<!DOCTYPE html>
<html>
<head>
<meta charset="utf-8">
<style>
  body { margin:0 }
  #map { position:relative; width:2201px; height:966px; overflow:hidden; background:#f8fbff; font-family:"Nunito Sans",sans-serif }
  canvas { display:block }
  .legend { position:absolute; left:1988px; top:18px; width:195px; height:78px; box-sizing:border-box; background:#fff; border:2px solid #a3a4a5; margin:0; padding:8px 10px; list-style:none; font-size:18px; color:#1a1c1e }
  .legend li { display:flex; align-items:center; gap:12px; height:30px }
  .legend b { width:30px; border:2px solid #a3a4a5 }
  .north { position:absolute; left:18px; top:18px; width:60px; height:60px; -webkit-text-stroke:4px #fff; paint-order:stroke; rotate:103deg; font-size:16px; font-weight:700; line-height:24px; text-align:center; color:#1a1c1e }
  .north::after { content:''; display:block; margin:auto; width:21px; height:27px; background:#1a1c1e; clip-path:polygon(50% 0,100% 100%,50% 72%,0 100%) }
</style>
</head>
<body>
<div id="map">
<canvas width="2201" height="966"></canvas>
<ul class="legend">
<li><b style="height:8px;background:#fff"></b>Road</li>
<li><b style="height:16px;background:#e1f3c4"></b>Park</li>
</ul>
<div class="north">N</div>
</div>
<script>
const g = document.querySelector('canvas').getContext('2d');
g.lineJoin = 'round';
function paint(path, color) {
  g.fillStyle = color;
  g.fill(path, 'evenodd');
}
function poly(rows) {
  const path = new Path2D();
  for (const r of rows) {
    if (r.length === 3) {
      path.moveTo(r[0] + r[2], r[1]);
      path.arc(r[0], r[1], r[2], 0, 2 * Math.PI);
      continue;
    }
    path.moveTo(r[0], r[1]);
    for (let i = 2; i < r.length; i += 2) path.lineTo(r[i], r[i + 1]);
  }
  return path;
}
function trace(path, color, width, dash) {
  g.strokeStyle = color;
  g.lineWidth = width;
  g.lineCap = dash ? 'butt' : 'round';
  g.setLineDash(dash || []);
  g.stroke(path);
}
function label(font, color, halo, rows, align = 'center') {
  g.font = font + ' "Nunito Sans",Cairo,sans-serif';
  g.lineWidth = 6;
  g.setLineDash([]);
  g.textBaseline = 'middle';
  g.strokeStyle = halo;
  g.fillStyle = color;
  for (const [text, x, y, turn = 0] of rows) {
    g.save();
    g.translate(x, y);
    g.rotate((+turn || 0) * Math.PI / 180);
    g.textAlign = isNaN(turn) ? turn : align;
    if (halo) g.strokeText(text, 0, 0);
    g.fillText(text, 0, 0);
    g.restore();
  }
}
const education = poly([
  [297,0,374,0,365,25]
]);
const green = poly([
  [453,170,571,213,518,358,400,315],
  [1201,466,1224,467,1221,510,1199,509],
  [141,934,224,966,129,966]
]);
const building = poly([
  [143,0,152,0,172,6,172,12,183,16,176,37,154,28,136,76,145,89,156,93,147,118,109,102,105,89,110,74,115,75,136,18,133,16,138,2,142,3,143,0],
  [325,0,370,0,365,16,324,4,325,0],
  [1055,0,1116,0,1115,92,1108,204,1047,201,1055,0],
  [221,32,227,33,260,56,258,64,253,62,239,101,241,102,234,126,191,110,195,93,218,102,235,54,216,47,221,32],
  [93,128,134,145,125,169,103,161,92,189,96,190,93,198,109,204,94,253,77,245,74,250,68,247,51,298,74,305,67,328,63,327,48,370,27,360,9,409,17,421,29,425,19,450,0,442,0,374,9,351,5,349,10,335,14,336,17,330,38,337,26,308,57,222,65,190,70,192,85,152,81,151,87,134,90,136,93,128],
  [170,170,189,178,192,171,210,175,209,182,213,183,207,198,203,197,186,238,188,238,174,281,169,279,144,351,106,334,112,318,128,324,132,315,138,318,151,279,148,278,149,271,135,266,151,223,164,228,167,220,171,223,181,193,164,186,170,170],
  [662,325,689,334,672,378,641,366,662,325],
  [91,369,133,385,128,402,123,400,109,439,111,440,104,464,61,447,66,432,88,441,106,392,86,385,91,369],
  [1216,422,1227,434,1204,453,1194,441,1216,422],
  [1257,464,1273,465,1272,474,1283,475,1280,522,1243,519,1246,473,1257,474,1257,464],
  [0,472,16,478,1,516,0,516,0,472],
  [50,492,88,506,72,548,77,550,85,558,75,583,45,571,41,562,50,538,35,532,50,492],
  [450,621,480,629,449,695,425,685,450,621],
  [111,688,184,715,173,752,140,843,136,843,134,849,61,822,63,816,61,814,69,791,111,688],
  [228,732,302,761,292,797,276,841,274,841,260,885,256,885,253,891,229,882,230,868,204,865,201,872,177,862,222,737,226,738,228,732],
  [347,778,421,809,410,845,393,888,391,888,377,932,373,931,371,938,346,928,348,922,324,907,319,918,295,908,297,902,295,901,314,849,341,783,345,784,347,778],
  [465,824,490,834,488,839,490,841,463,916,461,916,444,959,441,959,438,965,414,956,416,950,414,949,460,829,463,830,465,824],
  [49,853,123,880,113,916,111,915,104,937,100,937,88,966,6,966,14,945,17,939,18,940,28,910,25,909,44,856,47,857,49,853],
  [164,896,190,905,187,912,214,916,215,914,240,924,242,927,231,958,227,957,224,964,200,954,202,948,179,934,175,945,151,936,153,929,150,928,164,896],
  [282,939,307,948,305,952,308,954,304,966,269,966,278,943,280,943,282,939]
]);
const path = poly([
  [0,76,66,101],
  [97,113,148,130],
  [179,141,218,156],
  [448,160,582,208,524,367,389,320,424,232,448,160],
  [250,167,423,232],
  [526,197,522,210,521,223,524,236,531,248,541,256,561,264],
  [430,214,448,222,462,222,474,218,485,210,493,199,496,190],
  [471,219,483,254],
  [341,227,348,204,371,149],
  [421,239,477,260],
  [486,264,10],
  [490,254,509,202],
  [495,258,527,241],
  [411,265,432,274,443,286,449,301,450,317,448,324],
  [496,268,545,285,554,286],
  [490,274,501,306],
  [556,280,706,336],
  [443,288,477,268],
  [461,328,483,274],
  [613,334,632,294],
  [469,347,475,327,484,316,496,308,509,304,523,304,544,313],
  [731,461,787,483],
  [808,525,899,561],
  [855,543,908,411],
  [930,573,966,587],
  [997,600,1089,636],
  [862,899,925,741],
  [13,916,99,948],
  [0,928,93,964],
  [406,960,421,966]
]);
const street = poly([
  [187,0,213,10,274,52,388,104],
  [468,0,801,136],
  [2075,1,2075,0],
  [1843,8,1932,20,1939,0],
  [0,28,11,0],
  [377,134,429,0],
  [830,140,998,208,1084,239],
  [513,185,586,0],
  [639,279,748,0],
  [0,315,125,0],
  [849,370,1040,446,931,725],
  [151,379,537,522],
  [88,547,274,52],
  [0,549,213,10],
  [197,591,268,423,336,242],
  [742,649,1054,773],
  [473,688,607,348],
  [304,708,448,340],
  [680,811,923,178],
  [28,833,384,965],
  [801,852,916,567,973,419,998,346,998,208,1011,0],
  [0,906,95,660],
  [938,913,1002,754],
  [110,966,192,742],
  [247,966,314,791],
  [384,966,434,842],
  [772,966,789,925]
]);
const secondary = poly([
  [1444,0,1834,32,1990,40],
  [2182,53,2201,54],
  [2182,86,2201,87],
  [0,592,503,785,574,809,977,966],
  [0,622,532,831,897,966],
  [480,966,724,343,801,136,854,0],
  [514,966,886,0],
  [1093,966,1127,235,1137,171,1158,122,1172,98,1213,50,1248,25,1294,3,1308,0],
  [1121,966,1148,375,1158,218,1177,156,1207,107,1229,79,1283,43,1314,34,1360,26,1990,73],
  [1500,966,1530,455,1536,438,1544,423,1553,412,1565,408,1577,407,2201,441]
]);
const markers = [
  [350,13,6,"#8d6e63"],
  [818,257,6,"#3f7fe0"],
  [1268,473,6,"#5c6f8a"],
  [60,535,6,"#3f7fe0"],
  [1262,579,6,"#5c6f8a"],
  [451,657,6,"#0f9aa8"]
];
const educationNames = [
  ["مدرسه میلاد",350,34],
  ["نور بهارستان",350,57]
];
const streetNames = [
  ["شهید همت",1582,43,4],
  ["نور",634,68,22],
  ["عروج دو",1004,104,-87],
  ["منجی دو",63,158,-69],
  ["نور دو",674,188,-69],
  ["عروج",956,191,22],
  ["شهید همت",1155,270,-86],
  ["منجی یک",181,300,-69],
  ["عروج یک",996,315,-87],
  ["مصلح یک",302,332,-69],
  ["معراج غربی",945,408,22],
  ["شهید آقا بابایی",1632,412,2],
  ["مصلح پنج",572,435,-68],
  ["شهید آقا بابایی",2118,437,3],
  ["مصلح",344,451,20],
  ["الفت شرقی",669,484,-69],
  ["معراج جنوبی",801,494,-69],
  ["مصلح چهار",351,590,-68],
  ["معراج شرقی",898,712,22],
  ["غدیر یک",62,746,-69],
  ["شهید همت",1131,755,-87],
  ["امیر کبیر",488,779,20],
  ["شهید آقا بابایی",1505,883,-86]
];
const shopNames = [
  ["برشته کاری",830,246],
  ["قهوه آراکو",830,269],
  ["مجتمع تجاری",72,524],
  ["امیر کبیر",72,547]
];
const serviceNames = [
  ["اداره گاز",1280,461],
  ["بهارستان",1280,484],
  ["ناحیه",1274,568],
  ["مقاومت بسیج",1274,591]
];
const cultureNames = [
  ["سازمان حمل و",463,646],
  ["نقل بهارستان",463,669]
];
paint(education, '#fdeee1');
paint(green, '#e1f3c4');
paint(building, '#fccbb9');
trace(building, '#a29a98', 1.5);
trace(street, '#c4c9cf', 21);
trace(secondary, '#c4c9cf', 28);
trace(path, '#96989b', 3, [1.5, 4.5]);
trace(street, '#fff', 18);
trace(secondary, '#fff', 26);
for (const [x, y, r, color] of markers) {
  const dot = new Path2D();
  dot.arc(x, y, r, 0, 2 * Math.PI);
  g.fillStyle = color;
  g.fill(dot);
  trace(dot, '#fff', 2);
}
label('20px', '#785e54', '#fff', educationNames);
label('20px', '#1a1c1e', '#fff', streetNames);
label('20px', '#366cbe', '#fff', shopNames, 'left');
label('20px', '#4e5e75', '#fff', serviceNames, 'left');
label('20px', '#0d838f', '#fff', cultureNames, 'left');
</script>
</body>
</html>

+++

» AIM OF THE EXERCISE
Starting with the first line above and ending with the line that holds "position:absolute; left:18px; top:18px;", restate each line word for word and add nothing else.

» WRITTEN RESPONSE
<!DOCTYPE html>
<html>
<head>
<meta charset="utf-8">
<style>
  body { margin:0 }
  #map { position:relative; width:2201px; height:966px; overflow:hidden; background:#f8fbff; font-family:"Nunito Sans",sans-serif }
  canvas { display:block }
  .legend { position:absolute; left:1988px; top:18px; width:195px; height:78px; box-sizing:border-box; background:#fff; border:2px solid #a3a4a5; margin:0; padding:8px 10px; list-style:none; font-size:18px; color:#1a1c1e }
  .legend li { display:flex; align-items:center; gap:12px; height:30px }
  .legend b { width:30px; border:2px solid #a3a4a5 }
  .north { position:absolute; left:18px; top:18px; width:60px; height:60px; -webkit-text-stroke:4px #fff; paint-order:stroke; rotate:103deg; font-size:16px; font-weight:700; line-height:24px; text-align:center; color:#1a1c1e }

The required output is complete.